YEMEN Press Agency

Malnutrition kills children in Yemen’s Hodeidah: Visual Report

HODEIDAH, Feb. 14 (YPA) – The Unjust siege, the continuous bombardment, the stifling crisis and all that caused by the war waged by Saudi-led coalition against Yemen in general and Hodeidah province in particular, have created a tragic environment for malnourished children, which has affected Yemeni children in the first place and the society as whole in all its categories.

A visual report, published by Al-Alam TV Channel on malnutrition in Yemen, referred that the number of malnourished children and congenital malformation cases in displaced families has increased, in addition to their suffering from poisons that spread as a result of the rockets attacks.

“A choking blockade has been imposed by the coalition and its mercenaries from land, sea and air on the province of Hodeidah since the beginning of the aggression, which led to an increase in rates of poverty, destitution and famine that adults cannot bear, so how children lying in hospitals can do?” said the report.

http://www.ypagency.net/wp-content/uploads/2019/02/155014290641546200.mp4?_=1

“Othman” is a child with a slim body lying in the hospital, whose family suffered the tragedy of displacement from one area to another to escape the horrors of war and became unable to feed its members or feed him.

“If we had money, we would have treated him but we do not have,” Othman’s mother told the channel’s correspondent.

Badriya Mohammed, a pediatrician at the hospital where Othman is lying, told the correspondent: “We receive from 50 to 60 cases of malnutrition every month. Most children suffer from malnutrition because of the difficult living condition.”

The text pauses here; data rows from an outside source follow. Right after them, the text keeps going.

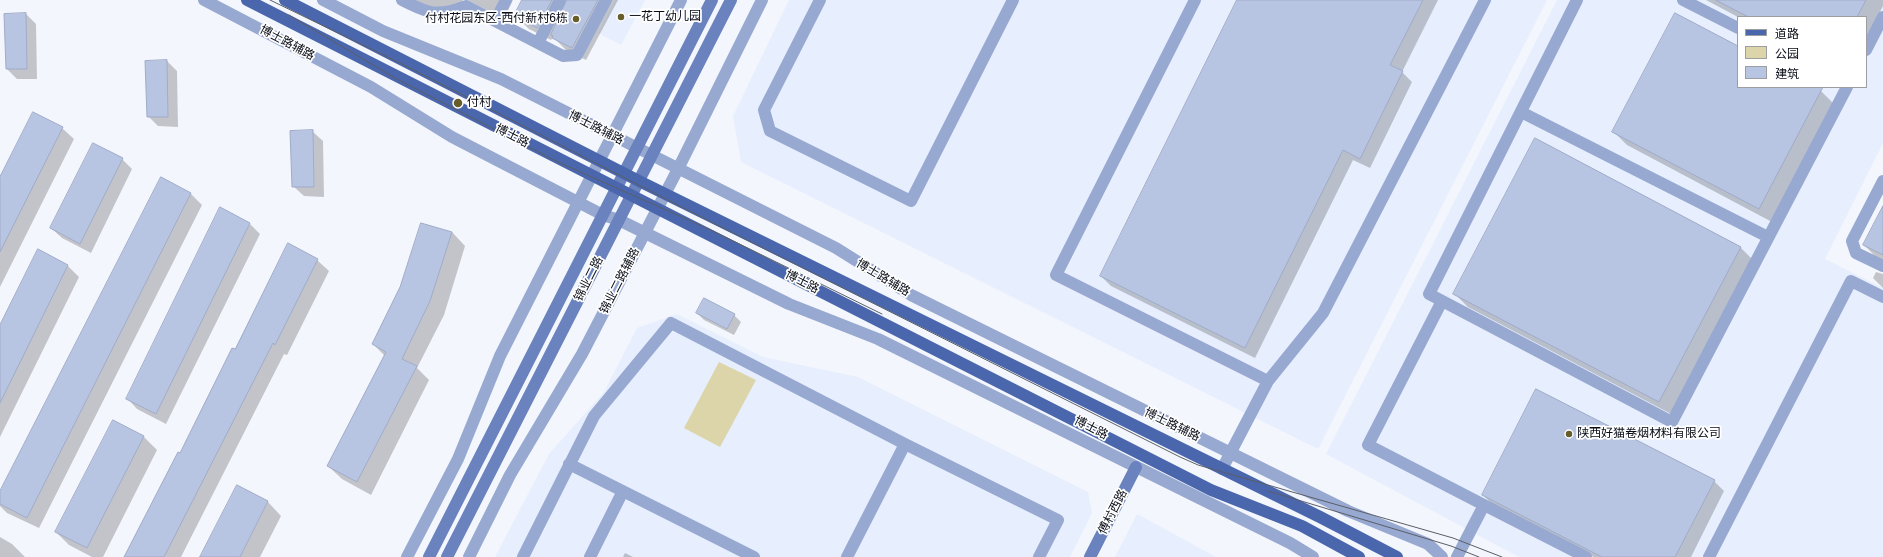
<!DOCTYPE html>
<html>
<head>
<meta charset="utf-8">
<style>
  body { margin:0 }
  #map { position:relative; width:1883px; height:557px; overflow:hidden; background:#f3f6fc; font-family:Arial,"Noto Sans SC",sans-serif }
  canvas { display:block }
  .legend { position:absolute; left:1737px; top:16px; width:130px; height:72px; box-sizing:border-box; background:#fff; border:1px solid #9c9ea2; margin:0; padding:5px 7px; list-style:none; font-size:12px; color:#080c16 }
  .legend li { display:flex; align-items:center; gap:8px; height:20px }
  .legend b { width:20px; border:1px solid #9c9ea2 }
</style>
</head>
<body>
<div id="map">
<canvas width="1883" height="557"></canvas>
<ul class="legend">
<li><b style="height:5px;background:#4a66ad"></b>道路</li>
<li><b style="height:11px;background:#dcd5a9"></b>公园</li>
<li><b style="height:11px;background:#b8c5e2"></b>建筑</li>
</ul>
</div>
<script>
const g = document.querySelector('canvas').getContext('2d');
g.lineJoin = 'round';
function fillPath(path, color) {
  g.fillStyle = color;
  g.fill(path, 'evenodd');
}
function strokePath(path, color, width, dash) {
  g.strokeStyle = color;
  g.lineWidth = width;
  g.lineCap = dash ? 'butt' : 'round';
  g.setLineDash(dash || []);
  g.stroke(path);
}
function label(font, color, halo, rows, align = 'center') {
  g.font = font + ' Arial,"Noto Sans SC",sans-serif';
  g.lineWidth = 3.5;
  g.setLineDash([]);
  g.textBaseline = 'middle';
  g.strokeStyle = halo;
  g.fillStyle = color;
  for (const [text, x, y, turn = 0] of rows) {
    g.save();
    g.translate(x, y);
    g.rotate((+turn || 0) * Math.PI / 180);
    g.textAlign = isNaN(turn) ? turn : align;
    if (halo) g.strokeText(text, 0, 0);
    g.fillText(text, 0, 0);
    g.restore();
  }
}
fillPath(new Path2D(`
  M 615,0 L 645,0 L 621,45 L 598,33 Z
  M 789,0 L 1547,0 L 1318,449 L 741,162 L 733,116 Z
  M 1557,0 L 1883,0 L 1883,143 L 1825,259 L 1883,288 L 1883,557 L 1519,557 L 1326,454 ZM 1738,17 L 1866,17 L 1866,87 L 1738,87 Z
  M 677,314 L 763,357 L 858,377 L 1088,492 L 1092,513 L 1070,557 L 495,557 L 549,454 L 604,392 L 637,328 Z
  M 1137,514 L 1216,557 L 1115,557 Z`), '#e7eefd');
fillPath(new Path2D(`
  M 719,362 L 756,380 L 720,447 L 684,428 Z`), '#dcd5a9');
fillPath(new Path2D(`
  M 411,0 L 463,0 L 454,18 L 445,17 Z
  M 467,0 L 513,0 L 504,19 Z
  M 523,0 L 618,0 L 586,60 L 567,51 L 553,37 L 551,40 L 529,29 L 515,15 Z
  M 1238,0 L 1438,0 L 1402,72 L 1412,82 L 1370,168 L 1353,160 L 1255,358 L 1111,286 L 1101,276 Z
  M 1706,0 L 1883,0 L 1883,6 L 1866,39 L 1866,17 L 1738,17 Z
  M 26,14 L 36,24 L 37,79 L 17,79 L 7,69 L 5,15 Z
  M 1738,47 L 1738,87 L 1814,87 L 1821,91 L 1834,104 L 1772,222 L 1627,145 L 1614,132 Z
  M 167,61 L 177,71 L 178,127 L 158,126 L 148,116 Z
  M 62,128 L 74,139 L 0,287 L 0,179 Z
  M 312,131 L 323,141 L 324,197 L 304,196 L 293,186 Z
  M 122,159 L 132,169 L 91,253 L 62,238 L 51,228 Z
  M 190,193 L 202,205 L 39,528 L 7,513 L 0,506 L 0,493 Z
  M 1883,208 L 1883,261 L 1877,258 L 1864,245 Z
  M 250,224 L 260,234 L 166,424 L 137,409 L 127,398 Z
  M 452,232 L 465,246 L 444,315 L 417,368 L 429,380 L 371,495 L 342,479 L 328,466 L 385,356 L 373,344 Z
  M 1740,247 L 1754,261 L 1673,415 L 1468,307 L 1454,293 Z
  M 317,260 L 329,271 L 287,355 L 284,354 L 181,557 L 125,557 L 235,351 Z
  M 67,265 L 79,277 L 0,437 L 0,326 Z
  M 1876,272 L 1883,274 L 1883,288 L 1873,278 Z
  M 697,313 L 734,315 L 741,322 L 734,335 L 704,320 Z
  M 114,421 L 144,437 L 157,450 L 103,557 L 92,557 L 69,545 L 56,532 Z
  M 1714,481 L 1724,491 L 1691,557 L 1594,557 L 1493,505 L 1483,495 Z
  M 237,486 L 268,502 L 281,516 L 260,557 L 201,557 Z
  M 0,537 L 12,544 L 25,557 L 0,557 Z
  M 625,553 L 633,557 L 623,557 Z`), '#0003');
const building = new Path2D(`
  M 522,0 L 552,0 L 537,28 L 514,16 Z
  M 567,0 L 598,0 L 572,48 L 552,38 L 553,36 L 551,35 Z
  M 1237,0 L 1423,0 L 1390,65 L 1403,71 L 1360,159 L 1343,150 L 1245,348 L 1100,276 Z
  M 1716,0 L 1866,0 L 1857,17 L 1749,17 Z
  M 26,13 L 27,69 L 6,69 L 4,14 Z
  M 1675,13 L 1738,46 L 1738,87 L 1823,87 L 1759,209 L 1612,132 Z
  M 167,60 L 168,117 L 147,117 L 145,61 Z
  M 33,112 L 63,127 L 0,252 L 0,177 Z
  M 313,130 L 314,187 L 292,187 L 290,131 Z
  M 1535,138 L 1741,247 L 1659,402 L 1453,294 Z
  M 93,143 L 123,158 L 80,244 L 50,228 Z
  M 161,177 L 191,193 L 27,518 L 0,504 L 0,491 Z
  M 1883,206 L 1883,255 L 1863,245 Z
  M 220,207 L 250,223 L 156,414 L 126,399 Z
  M 421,223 L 452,232 L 430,301 L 402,359 L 417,366 L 357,482 L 327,466 L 386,352 L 372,344 L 400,287 Z
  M 288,243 L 318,259 L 275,345 L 273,343 L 164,557 L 124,557 L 178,452 L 180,453 L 232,348 L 235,349 Z
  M 38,249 L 68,265 L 0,403 L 0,325 Z
  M 704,298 L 735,314 L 727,329 L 696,313 Z
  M 1536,389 L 1715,480 L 1675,557 L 1602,557 L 1482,495 Z
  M 113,420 L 144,436 L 87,548 L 55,532 Z
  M 237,485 L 268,501 L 240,557 L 200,557 Z`);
fillPath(building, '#b8c5e2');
strokePath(building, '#9fabc8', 1);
strokePath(new Path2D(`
  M 204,0 L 371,87 L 452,137 L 603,215 L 619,220 L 789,304 L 878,339 L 1290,543 L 1313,557
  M 323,0 L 383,31 L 501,79 L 836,248 L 911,295 L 1348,511 L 1428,544 L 1442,557
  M 402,0 C 429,14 437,17 466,6 L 495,21
  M 506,0 L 495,21 L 563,56 L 577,55 L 606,0
  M 820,0 L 764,110 L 770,131 L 911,201 L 1013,0
  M 1195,0 L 1056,275 L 1268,381
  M 1577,0 L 1429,294 L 1672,422 L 1847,87
  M 1683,0 L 1738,28
  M 538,43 L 560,0
  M 1866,50 L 1883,17
  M 1521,112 L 1768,237
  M 1883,181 L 1852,241 L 1856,253 L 1883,266
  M 1442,301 L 1368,445 L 1484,505
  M 569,464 L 754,557
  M 1222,469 L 1268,381 L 1323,313 L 1485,0
  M 407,557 L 458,459 L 500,356 L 681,0
  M 469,557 L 510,475 L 582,354 L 678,169 L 762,0
  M 523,557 L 594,416 L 671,323 L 905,444 L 1058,520 L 1039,557
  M 590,557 L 623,491
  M 847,557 L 905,444
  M 1457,557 L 1484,505 L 1586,557
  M 1709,557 L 1851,281 L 1883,297`), '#97a9d1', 12);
strokePath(new Path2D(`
  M 429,557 L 712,0
  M 447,557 L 731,0
  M 1090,557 L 1136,467`), '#6a82bd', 12);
strokePath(new Path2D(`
  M 247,0 L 1211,490 L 1302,526 L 1359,557
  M 285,0 L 639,181 L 1320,517 L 1397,557`), '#4a66ad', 12);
strokePath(new Path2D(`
  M 270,0 L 402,64 L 715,224 L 1180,457 L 1198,465 L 1453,538 L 1502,557
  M 289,15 L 395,78 L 558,162 L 711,230 L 882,314
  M 1268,491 L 1451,546 L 1479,557`), '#5a5e67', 1);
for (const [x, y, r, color] of [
  [621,17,4,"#665d2a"],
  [576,19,4,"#665d2a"],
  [458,103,5,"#665d2a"],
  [1569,434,4,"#665d2a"]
]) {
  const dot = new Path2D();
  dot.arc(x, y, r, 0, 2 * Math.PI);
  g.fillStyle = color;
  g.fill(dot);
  strokePath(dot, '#fff', 1.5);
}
label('12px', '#080c16', '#fff', [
  ["一花丁幼儿园",629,17],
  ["付村花园东区-西付新村6栋",568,19,"right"],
  ["付村",467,103],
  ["陕西好猫卷烟材料有限公司",1577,434]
], 'left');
label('12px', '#080c16', '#fff', [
  ["博士路辅路",287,43,28],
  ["博士路辅路",596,128,27],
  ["博士路",512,136,27],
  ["博士路辅路",883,278,31],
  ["锦业二路",589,279,-63],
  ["锦业二路辅路",620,281,-63],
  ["博士路",802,282,27],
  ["博士路辅路",1172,425,26],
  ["博士路",1091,428,27],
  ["傅村西路",1113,512,-63]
]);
</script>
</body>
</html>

“Most mothers can not provide their children with milk, food and diapers,” she explained, noting that the living condition of Othman’s parents is difficult because they are displaced and moving from place to another.

By moving to another area, the tragedy was no less than the previous one. The thin bodies fill this center, which is unable to absorb their numbers that increase day after day, and their health condition worsens because they can not reach the city’s hospitals.

“Malnutrition is considered one of the war diseases, as incomes decrease and diseases spread,” Ashraf al-Adimi, another pediatrician at the hospital, said.

Children’s crying in this hospital appeals to every living conscience to stop this suffering and lift the siege on the stricken province.